As Mulas and Ezell noted, start-up ecosystems and entrepreneurship are not a solely American phenomenon. Uri Gabai, the Israel Innovation Authority’s chief strategy officer, knows that firsthand. He illustrated how the processes discussed by the other speakers have played out in the Tel Aviv metro area, one of the world’s most dynamic start-up ecosystems. Gabai noted, “Israel is doing quite well in the start-up scene, but it wasn’t always like that…. [T]here was quite a big leap in the ’90s, when entrepreneurship leaped quite dramatically.” In the 1970s, he explained, the Israeli economy was suffering from a shortage of knowledge of how to conduct R&D projects, so the government encouraged international corporations to open subsidiaries in Israel and mentor them in R&D. By the 1990s, the Israeli government had also jump-started the venture capital industry. But echoing Stebbins’s observations about the Massachusetts government’s role in the tech sector, Gabai explained that within five years of the initial funding, “basically the private VCs [venture capital firms] bought the [Israeli] government out.” The Israeli government’s focus then shifted to tech incubators, where Gabai argued “Israel was one of the pioneers in that scene.” A key function of these incubators is “getting knowledge from academic institutions into industry” by promoting applied research. As a result of these policies, Israel’s ratio of R&D approximately doubled to 4 percent of GDP.
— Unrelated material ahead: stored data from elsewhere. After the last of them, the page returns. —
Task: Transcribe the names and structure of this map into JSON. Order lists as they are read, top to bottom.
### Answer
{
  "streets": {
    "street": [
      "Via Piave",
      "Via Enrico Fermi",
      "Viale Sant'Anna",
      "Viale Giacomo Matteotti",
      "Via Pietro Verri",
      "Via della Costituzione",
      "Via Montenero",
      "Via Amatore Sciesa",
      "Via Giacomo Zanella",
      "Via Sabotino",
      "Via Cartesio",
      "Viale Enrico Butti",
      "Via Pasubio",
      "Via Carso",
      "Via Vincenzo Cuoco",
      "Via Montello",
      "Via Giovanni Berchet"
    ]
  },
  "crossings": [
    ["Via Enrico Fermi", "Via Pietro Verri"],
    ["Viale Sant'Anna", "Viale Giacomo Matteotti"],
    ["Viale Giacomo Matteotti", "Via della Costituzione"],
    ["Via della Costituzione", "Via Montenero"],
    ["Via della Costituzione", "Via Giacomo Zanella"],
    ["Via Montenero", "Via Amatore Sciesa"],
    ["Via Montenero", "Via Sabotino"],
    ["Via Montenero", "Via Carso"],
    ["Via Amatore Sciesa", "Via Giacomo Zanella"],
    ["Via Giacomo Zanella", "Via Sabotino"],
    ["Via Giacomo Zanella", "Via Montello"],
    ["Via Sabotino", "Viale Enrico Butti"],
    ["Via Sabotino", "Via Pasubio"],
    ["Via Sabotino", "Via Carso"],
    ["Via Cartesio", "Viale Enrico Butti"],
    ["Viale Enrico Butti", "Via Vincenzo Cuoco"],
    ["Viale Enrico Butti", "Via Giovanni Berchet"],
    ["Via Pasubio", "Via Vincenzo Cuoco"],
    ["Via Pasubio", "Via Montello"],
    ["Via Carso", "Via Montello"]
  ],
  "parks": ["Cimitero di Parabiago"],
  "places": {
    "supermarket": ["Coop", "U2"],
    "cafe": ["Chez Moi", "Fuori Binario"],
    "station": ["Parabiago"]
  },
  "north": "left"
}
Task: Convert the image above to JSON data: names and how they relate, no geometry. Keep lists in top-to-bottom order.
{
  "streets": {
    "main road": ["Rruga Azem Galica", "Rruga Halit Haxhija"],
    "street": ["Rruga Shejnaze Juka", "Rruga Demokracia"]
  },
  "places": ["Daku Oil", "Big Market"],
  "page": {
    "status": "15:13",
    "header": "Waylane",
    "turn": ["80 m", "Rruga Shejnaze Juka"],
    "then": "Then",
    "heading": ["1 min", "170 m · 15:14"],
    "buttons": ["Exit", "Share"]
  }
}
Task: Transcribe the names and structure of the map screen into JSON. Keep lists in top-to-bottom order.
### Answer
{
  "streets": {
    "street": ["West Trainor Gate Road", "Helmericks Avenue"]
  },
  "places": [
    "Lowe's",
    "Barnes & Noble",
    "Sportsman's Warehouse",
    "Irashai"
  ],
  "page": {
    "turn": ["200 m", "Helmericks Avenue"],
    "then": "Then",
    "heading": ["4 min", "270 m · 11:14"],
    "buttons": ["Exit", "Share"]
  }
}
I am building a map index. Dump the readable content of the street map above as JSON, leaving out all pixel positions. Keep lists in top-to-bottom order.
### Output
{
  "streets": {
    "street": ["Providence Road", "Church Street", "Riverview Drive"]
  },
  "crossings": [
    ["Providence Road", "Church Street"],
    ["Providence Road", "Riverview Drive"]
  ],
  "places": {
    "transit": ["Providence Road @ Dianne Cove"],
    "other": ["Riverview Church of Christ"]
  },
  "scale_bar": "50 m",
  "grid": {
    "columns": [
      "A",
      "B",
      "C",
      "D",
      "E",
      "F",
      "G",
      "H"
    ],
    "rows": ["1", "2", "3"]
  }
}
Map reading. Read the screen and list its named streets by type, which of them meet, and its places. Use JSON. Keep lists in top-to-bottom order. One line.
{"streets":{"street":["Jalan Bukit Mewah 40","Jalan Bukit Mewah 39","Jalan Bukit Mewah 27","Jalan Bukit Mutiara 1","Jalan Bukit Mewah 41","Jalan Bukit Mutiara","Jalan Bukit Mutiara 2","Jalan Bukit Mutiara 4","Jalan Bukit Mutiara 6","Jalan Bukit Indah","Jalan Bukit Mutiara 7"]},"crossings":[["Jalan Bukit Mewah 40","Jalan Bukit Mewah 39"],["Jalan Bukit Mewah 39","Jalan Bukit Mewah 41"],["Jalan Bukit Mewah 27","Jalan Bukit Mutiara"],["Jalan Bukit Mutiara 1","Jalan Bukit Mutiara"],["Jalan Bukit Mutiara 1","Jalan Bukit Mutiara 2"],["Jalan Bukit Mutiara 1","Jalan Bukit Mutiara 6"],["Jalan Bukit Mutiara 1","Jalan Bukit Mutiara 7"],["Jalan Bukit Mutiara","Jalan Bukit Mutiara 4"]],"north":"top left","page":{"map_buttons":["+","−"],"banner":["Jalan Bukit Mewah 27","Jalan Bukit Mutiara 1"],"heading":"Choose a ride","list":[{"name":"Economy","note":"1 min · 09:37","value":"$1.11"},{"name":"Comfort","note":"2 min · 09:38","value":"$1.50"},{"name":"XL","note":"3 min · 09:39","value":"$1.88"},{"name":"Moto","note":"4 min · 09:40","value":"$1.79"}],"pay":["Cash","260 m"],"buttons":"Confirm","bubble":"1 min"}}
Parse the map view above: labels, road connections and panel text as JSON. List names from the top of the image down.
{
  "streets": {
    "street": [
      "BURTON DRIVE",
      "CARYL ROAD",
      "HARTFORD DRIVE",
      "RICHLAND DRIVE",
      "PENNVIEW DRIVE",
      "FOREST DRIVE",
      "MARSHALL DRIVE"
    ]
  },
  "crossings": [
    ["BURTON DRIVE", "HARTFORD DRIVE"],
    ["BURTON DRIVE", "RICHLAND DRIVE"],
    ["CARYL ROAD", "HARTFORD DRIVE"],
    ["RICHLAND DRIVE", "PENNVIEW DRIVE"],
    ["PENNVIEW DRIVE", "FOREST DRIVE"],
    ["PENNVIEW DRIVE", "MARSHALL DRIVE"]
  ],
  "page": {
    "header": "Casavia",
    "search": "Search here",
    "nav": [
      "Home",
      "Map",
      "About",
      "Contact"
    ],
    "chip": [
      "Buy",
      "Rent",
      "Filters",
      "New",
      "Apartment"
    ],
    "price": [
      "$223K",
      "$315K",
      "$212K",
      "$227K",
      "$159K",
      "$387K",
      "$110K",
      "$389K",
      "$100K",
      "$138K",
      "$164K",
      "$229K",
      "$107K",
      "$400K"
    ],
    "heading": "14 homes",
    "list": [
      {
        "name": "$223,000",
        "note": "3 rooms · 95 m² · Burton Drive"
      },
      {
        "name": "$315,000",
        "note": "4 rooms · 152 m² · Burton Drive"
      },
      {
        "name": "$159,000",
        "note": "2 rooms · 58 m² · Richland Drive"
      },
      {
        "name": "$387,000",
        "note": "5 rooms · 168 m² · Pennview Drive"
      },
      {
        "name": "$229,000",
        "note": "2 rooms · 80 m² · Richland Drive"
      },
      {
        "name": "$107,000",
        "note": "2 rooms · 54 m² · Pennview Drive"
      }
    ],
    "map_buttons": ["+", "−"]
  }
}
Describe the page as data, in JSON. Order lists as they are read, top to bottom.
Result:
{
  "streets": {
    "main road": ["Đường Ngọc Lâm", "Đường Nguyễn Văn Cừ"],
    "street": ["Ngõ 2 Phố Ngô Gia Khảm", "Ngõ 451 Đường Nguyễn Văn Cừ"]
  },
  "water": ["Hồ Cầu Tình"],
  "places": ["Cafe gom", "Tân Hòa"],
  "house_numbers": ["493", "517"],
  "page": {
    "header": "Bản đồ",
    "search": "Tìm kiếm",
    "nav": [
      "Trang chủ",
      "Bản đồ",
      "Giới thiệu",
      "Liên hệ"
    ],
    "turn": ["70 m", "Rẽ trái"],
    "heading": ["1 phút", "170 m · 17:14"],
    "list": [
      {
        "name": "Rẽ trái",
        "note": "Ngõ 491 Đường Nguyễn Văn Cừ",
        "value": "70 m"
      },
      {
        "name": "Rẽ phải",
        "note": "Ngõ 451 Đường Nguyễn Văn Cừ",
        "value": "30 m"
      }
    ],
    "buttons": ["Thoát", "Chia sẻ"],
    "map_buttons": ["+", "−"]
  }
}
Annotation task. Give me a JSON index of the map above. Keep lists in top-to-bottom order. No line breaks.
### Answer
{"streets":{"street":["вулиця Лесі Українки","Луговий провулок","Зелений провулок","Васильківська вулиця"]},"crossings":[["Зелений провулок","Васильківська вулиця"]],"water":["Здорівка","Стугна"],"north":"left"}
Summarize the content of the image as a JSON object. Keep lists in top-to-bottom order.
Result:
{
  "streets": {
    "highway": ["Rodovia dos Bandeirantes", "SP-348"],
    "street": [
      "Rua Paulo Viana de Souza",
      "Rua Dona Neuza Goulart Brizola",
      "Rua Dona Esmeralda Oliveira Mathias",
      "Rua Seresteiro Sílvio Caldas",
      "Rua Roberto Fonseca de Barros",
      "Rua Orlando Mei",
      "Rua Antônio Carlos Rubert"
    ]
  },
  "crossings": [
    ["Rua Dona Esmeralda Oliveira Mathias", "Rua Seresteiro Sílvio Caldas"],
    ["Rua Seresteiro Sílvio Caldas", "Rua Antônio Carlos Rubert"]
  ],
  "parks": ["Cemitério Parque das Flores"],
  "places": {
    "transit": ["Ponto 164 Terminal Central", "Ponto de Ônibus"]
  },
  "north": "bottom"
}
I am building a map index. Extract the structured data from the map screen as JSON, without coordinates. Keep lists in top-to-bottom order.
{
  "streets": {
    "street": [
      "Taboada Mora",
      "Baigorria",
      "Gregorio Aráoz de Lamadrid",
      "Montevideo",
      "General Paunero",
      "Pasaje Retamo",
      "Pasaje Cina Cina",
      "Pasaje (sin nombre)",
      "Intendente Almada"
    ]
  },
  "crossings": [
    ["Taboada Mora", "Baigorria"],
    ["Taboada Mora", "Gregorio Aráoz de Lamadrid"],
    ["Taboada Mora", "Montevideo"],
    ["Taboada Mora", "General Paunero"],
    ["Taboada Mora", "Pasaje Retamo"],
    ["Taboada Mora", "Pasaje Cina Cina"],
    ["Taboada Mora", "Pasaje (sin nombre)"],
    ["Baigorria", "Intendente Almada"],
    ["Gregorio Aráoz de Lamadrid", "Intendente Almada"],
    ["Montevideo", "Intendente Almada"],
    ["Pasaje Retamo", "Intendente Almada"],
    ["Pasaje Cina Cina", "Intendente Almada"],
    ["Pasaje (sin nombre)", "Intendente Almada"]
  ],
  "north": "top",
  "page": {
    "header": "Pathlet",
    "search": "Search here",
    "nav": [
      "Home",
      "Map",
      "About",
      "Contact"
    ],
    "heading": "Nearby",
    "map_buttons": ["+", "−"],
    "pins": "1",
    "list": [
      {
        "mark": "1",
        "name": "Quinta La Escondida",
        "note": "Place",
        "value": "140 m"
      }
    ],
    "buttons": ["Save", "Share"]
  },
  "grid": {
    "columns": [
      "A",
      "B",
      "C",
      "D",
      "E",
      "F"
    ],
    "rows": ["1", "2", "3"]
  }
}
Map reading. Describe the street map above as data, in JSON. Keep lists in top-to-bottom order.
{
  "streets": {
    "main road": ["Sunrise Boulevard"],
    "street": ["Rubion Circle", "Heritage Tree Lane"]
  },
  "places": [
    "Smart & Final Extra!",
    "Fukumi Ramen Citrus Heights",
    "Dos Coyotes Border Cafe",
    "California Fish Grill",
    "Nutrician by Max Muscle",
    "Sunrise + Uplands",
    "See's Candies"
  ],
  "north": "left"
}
The United States and Israel are both developed economies, and as Mulas argued, start-up ecosystems hold enormous promise for developing countries as well. Lucas Cornejo, chief of staff for Argentina’s national directorate of venture capital, spoke about his experience helping to promote entrepreneurship in Buenos Aires and then across Argentina. In 2013, Cornejo explained, he began helping the Argentinian capital develop its entrepreneurial sector. The first step was to convene the major public and private sector players involved in the city’s start-up scene to create a plan. Then, Cornejo and his colleagues sought to create “benchmarks” by studying the experiences of Brazil, Chile, Singapore, South Korea, and others. Third, Cornejo and his team traveled to the entrepreneurship offices of many of these countries to get feedback on their plans. Finally, the group convinced Buenos Aires’s then-mayor, Mauricio Macri, to create an office specifically for entrepreneurship. The program advanced by that office focused on three key areas: education, community-building, and access to capital. Mauricio Macri won Argentina’s presidential election in 2015, and Cornejo became part of a team tasked with building a national program based on Buenos Aires’s model.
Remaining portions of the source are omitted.